ABOUT THIS TASK —
Where the records below have a line with "speed", that line is to be copied.

Saved entries
--------------------
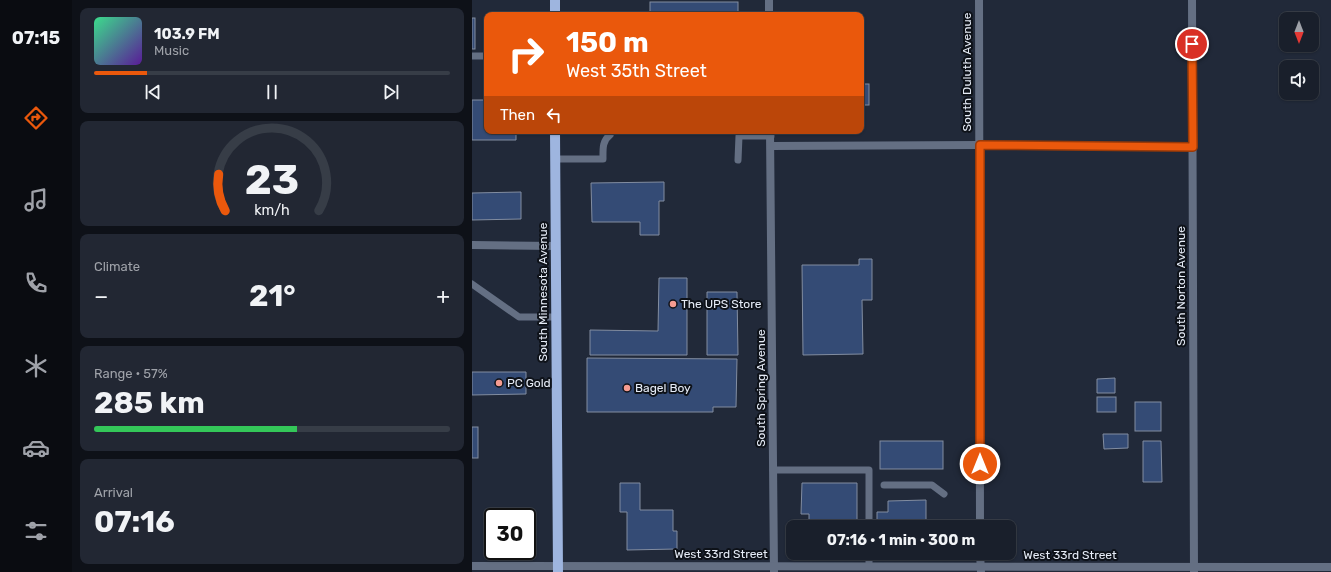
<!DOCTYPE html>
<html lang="en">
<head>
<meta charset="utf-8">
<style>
  body { margin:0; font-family:Rubik,sans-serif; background:#222733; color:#f1f3f6; height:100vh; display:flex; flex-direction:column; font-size:15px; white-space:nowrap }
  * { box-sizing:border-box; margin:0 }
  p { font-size:13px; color:#9fa2a9 }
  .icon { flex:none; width:22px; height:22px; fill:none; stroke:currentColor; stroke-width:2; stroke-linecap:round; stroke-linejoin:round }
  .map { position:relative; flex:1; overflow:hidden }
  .sheet { display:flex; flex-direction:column; gap:8px; padding:8px; background:#0e1118; width:400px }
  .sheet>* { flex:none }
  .guide { position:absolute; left:12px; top:12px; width:380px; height:122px; border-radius:8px; box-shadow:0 1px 3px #0004,0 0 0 1px #373d47; background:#ea580c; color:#fff; overflow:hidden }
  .needle { width:26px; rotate:180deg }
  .controls { position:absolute; left:807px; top:12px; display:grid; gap:8px }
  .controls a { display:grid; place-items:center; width:40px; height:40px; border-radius:8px; background:#191f2b; box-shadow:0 1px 3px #0004,0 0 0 1px #373d47; font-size:20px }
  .speed { position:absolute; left:12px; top:508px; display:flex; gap:8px; font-size:20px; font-weight:700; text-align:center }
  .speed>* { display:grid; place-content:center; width:52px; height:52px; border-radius:50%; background:#191f2b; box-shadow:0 1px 3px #0004,0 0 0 1px #373d47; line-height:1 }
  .speed .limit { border:2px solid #111; border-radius:6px; background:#fff; color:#111 }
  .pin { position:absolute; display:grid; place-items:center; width:34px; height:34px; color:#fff; margin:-17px; border:2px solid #fff; border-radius:50%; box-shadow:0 1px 4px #0007 }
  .me { position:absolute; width:44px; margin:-22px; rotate:0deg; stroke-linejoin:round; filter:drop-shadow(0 0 3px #0008) }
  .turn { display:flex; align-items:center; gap:14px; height:84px; padding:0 16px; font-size:18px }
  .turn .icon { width:52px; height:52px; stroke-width:2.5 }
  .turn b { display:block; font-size:28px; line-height:34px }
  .then { display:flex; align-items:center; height:38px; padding:0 16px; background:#0003; gap:8px; font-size:15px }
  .big { font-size:30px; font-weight:700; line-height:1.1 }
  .sheet .tile { flex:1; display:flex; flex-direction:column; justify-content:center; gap:6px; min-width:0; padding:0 14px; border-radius:8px; background:#222733 }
  .sheet .dial { align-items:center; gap:0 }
  .dial svg { height:104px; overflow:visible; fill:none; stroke:#373d47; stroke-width:7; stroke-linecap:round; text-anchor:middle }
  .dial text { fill:#f1f3f6; stroke:none }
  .song { display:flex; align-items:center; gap:12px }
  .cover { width:48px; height:48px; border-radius:6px; background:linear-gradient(135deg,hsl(150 70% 55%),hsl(270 70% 35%)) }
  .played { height:4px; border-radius:2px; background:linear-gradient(90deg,#ea580c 15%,#373d47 15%) }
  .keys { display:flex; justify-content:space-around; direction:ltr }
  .heat { display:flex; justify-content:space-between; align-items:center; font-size:22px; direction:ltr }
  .charge { height:6px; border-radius:3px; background:linear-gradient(90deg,#34c759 57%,#373d47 0) }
  .trip { position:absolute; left:314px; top:520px; width:230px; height:40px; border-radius:8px; background:#191f2b; box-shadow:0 1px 3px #0004,0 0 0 1px #373d47; font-weight:700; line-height:40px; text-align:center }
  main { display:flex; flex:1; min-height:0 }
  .dock { display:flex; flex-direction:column; width:72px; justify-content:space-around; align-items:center; background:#0a0c11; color:#9fa2a9 }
  .dock .icon { width:28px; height:28px }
  .dock .current { color:#ea580c }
  .dock b { font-size:18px; color:#f1f3f6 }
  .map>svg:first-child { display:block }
  .building { fill:#344b75; stroke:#828da1 }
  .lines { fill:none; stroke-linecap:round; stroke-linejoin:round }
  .service { stroke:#646f83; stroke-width:7 }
  .minor { stroke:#646f83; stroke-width:8 }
  .tertiary { stroke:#646f83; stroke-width:8 }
  .primary { stroke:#9eb5df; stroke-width:10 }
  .route-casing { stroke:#983908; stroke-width:10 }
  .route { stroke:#ea580c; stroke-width:7 }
  .poi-dot { fill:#f59c91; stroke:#0e1219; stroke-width:1.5 }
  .labels { text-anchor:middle; stroke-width:4; stroke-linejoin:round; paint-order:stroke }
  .street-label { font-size:12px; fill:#e6ecf7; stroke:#0e1219 }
  .poi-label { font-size:12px; fill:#e6ecf7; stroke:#0e1219; text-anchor:start }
</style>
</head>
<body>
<main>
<nav class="dock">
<b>07:15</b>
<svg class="icon current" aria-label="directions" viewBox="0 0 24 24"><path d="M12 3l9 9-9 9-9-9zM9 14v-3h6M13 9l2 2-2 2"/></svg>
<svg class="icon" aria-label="music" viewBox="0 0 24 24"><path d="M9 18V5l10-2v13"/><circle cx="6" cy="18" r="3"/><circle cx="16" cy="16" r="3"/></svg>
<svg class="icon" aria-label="phone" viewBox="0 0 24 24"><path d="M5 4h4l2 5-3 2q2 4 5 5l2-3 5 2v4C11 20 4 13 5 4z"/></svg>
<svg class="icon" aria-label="climate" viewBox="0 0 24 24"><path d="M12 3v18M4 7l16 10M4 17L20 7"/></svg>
<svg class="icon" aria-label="car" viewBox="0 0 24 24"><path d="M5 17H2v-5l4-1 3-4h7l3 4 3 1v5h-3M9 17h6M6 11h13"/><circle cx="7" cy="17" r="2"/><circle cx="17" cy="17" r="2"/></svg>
<svg class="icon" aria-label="filters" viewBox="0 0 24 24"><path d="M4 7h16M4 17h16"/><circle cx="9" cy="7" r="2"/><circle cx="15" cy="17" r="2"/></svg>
</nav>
<section class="sheet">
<div class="tile">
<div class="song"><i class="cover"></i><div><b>103.9 FM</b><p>Music</p></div></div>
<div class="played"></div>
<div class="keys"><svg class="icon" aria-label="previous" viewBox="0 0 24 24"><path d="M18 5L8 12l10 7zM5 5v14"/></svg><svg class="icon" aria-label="pause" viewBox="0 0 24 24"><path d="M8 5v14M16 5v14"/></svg><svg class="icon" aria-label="next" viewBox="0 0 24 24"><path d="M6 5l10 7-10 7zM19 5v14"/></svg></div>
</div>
<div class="tile dial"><svg viewBox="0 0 100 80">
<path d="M14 69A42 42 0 1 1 86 69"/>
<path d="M14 69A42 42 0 0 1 9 41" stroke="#ea580c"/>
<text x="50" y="56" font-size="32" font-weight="700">23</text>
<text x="50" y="72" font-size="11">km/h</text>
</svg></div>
<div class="tile"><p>Climate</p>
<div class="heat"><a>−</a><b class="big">21°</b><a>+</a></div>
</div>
<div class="tile"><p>Range · 57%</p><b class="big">285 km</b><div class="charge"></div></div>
<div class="tile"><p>Arrival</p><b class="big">07:16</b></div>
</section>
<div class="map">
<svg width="859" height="572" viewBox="0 0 859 572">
  <rect width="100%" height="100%" fill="#212939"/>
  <g class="building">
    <rect x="178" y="2" width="88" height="13"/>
    <rect x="0" y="18" width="3" height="31"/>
    <rect x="389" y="84" width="8" height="21"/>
    <path d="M0,100H15V131H44V140H0Z"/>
    <path d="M192,182V201H187V235H168V222H120L119,183Z"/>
    <path d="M49,192V219L0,220V193Z"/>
    <path d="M387,259H400V300H390L391,354L331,355L330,265H387Z"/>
    <path d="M187,278H215V355H118V330L186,331Z"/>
    <path d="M235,292H265L266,355H235Z"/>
    <path d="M115,358L265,359L264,407H241V412H115Z"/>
    <path d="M0,372H54V394L0,395Z"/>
    <path d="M643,378V393H625V379Z"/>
    <rect x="625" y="397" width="19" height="15"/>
    <rect x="663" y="402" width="26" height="29"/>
    <rect x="0" y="427" width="6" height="31"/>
    <path d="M631,434H656V448L632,449Z"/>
    <rect x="408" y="441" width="63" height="28"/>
    <path d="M671,441H689L690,482H671Z"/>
    <path d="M148,483H168V510H201V531H205V549L155,550V512H148Z"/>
    <path d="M330,483H385V527H337V514H329Z"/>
    <path d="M454,500V527H405V512H416V501Z"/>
  </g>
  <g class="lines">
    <g class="service">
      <path d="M0,56H15"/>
      <path d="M83,159H131C131,149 130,141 138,135"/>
      <path d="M266,160L267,136H299"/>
      <path d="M0,284L47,317H84"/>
      <path d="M301,470H397V527"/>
      <path d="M412,485H460L472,494"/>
      <path d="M397,566V553"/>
    </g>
    <g class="minor">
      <path d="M297,0V15"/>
      <path d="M507,0L508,527"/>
      <path d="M720,0L722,572"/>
      <path d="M298,131L302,572"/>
      <path d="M299,146L507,145L721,147"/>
      <path d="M0,245L84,246"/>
      <path d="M508,553L509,572"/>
    </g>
    <path class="tertiary" d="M0,566L859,567"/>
    <g class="primary">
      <path d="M83,0V15"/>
      <path d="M83,131L86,572"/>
    </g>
  </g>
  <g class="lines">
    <g class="route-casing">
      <path id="route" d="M508,464V145L721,147L720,44"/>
    </g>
    <use href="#route" class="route"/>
  </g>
  <g class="poi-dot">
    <circle cx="201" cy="304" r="4"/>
    <circle cx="27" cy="383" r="4"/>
    <circle cx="155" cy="388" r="4"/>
  </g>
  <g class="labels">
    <g class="street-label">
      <text transform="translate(495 72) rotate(-90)" y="4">South Duluth Avenue</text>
      <text transform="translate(709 286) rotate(-90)" y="4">South Norton Avenue</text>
      <text transform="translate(71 292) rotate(-90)" y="4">South Minnesota Avenue</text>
      <text transform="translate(289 388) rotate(-90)" y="4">South Spring Avenue</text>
      <text x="249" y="558">West 33rd Street</text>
      <text x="598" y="559">West 33rd Street</text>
    </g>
    <g class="poi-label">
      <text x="209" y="308">The UPS Store</text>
      <text x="35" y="387">PC Gold</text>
      <text x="163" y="392">Bagel Boy</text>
    </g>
  </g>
</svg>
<div class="controls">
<a><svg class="needle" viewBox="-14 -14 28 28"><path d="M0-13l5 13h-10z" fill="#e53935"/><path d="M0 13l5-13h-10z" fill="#9fa2a9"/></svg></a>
<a><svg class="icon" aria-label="sound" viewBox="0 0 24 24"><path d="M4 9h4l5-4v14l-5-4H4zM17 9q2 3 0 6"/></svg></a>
</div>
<div class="speed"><div class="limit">30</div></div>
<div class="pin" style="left:720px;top:44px;background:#d93025"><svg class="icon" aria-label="arrive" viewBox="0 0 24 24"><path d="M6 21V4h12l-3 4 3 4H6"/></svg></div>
<svg class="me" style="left:508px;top:464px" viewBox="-20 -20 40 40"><circle r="17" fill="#ea580c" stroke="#fff" stroke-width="3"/><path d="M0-11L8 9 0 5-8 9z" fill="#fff"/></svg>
<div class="trip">07:16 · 1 min · 300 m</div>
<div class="guide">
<div class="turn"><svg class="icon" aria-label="right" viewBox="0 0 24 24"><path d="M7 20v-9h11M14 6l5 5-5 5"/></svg><div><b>150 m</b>West 35th Street</div></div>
<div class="then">Then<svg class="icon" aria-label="left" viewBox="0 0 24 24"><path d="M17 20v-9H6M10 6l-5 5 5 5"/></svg></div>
</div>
</div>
</main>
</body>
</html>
--------------------
TASK OUTPUT —
  .speed { position:absolute; left:12px; top:508px; display:flex; gap:8px; font-size:20px; font-weight:700; text-align:center }
  .speed>* { display:grid; place-content:center; width:52px; height:52px; border-radius:50%; background:#191f2b; box-shadow:0 1px 3px #0004,0 0 0 1px #373d47; line-height:1 }
  .speed .limit { border:2px solid #111; border-radius:6px; background:#fff; color:#111 }
<div class="speed"><div class="limit">30</div></div>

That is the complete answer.